Dataset entries
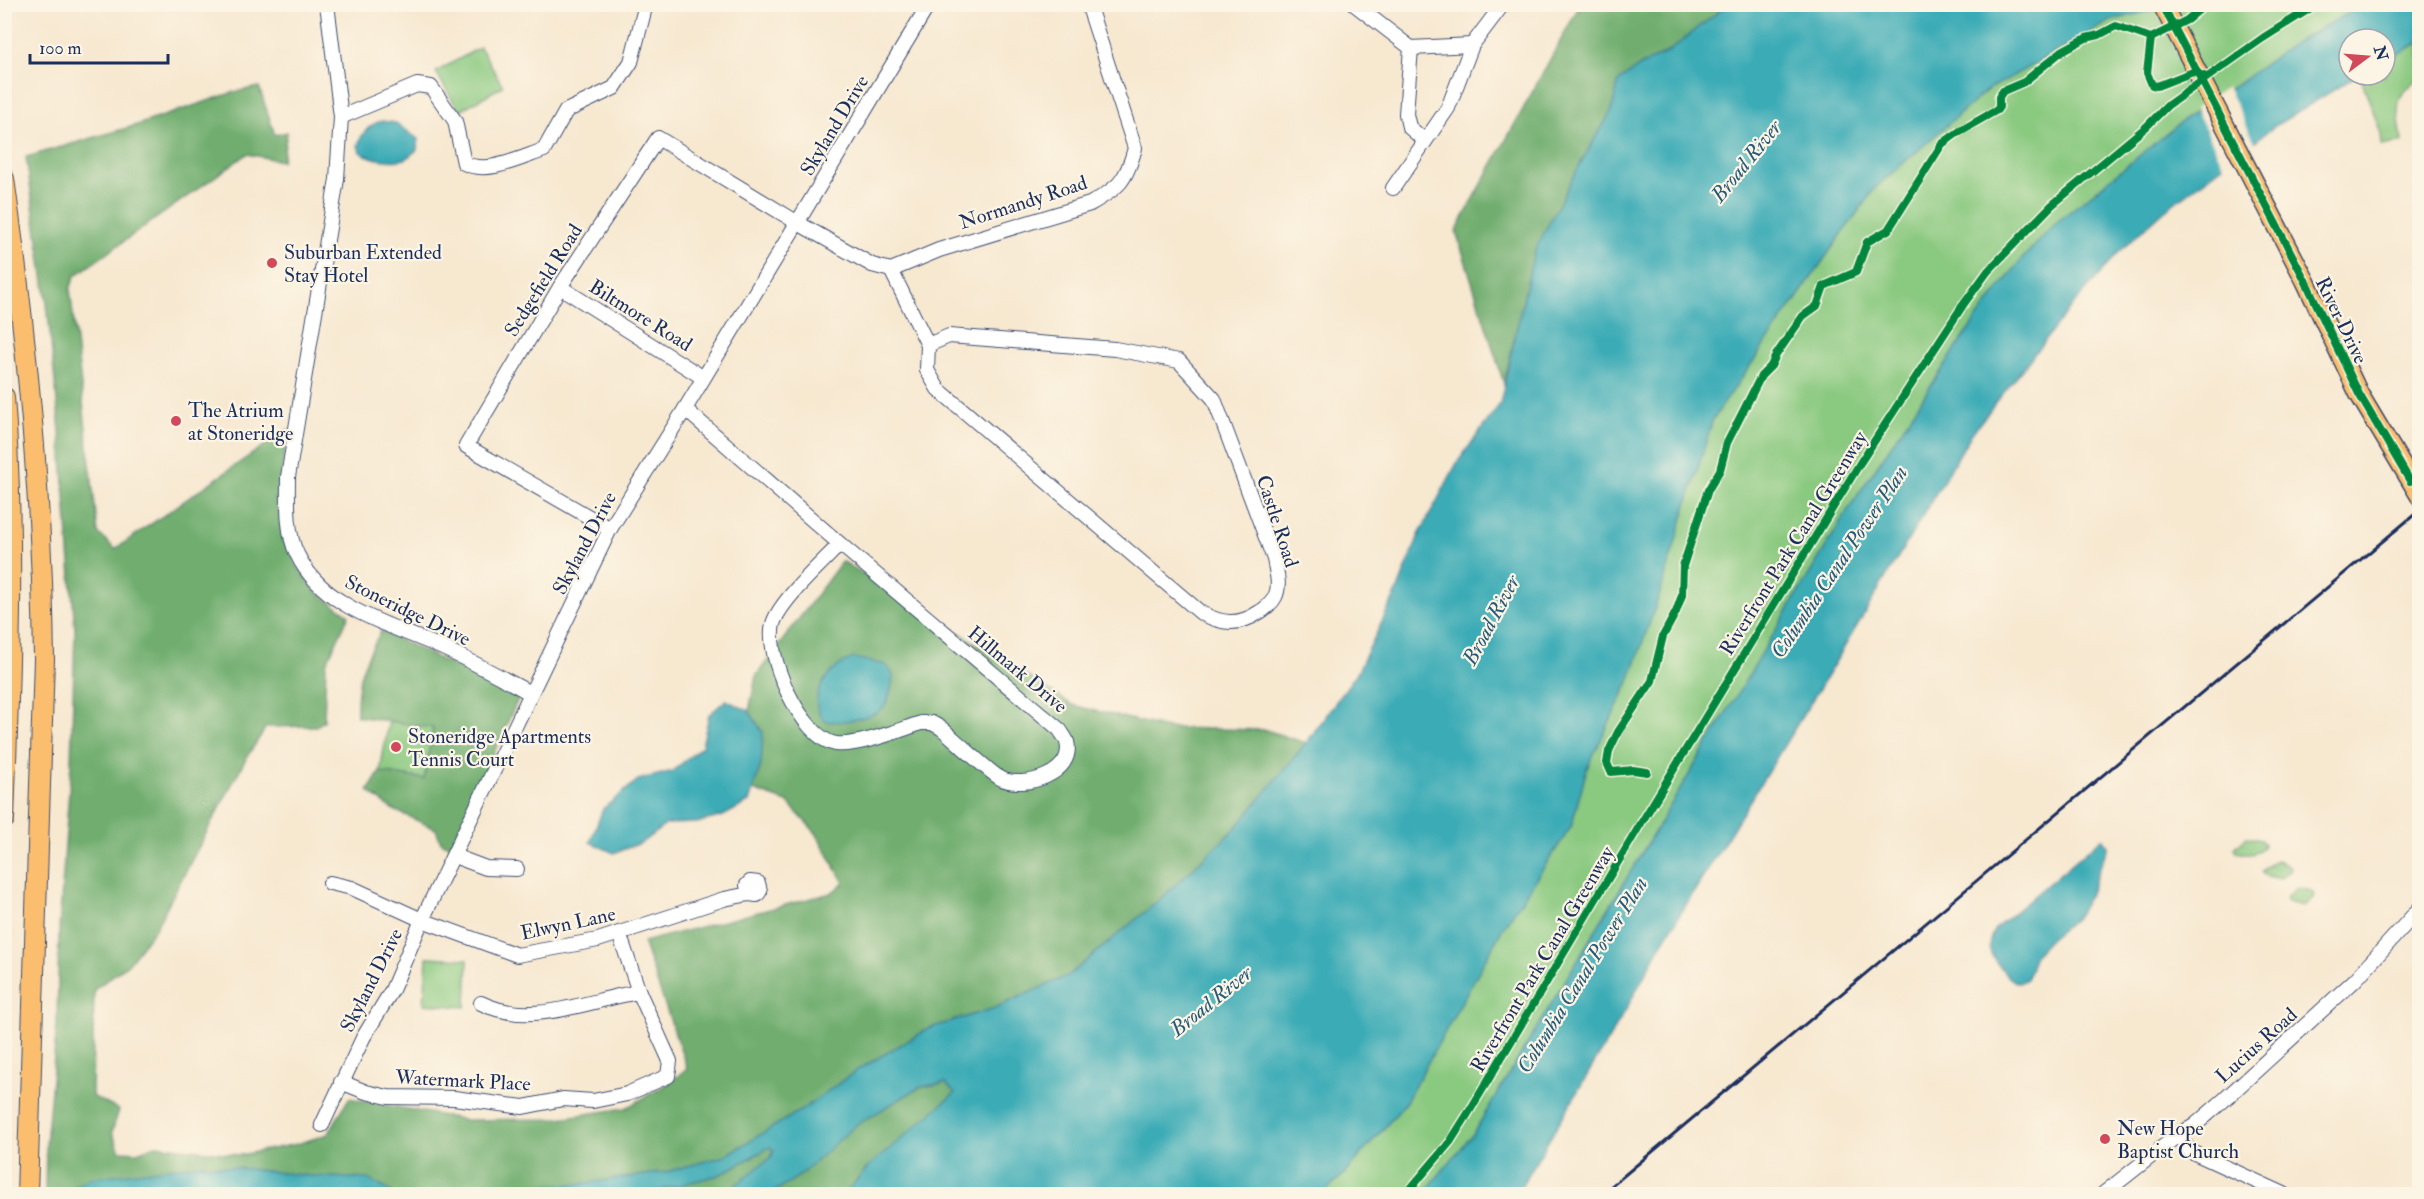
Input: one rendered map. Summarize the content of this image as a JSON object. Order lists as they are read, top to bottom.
{
  "streets": {
    "main road": ["River Drive"],
    "street": [
      "Skyland Drive",
      "Normandy Road",
      "Sedgefield Road",
      "Biltmore Road",
      "Castle Road",
      "Stoneridge Drive",
      "Hillmark Drive",
      "Elwyn Lane",
      "Lucius Road",
      "Watermark Place"
    ],
    "cycle path": ["Riverfront Park Canal Greenway"]
  },
  "crossings": [
    ["Skyland Drive", "Sedgefield Road"],
    ["Skyland Drive", "Biltmore Road"],
    ["Skyland Drive", "Stoneridge Drive"],
    ["Skyland Drive", "Hillmark Drive"],
    ["Skyland Drive", "Elwyn Lane"],
    ["Skyland Drive", "Watermark Place"],
    ["Normandy Road", "Castle Road"],
    ["Sedgefield Road", "Biltmore Road"],
    ["Elwyn Lane", "Watermark Place"]
  ],
  "water": ["Broad River", "Columbia Canal Power Plan"],
  "places": [
    "Suburban Extended Stay Hotel",
    "The Atrium at Stoneridge",
    "Stoneridge Apartments Tennis Court",
    "New Hope Baptist Church"
  ],
  "scale_bar": "100 m",
  "north": "right"
}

- EXERCISE GOAL -
Every line in the data above that contains the word "Drive" should be copied.

- SOLUTION -
    "main road": ["River Drive"],
      "Skyland Drive",
      "Stoneridge Drive",
      "Hillmark Drive",
    ["Skyland Drive", "Sedgefield Road"],
    ["Skyland Drive", "Biltmore Road"],
    ["Skyland Drive", "Stoneridge Drive"],
    ["Skyland Drive", "Hillmark Drive"],
    ["Skyland Drive", "Elwyn Lane"],
    ["Skyland Drive", "Watermark Place"],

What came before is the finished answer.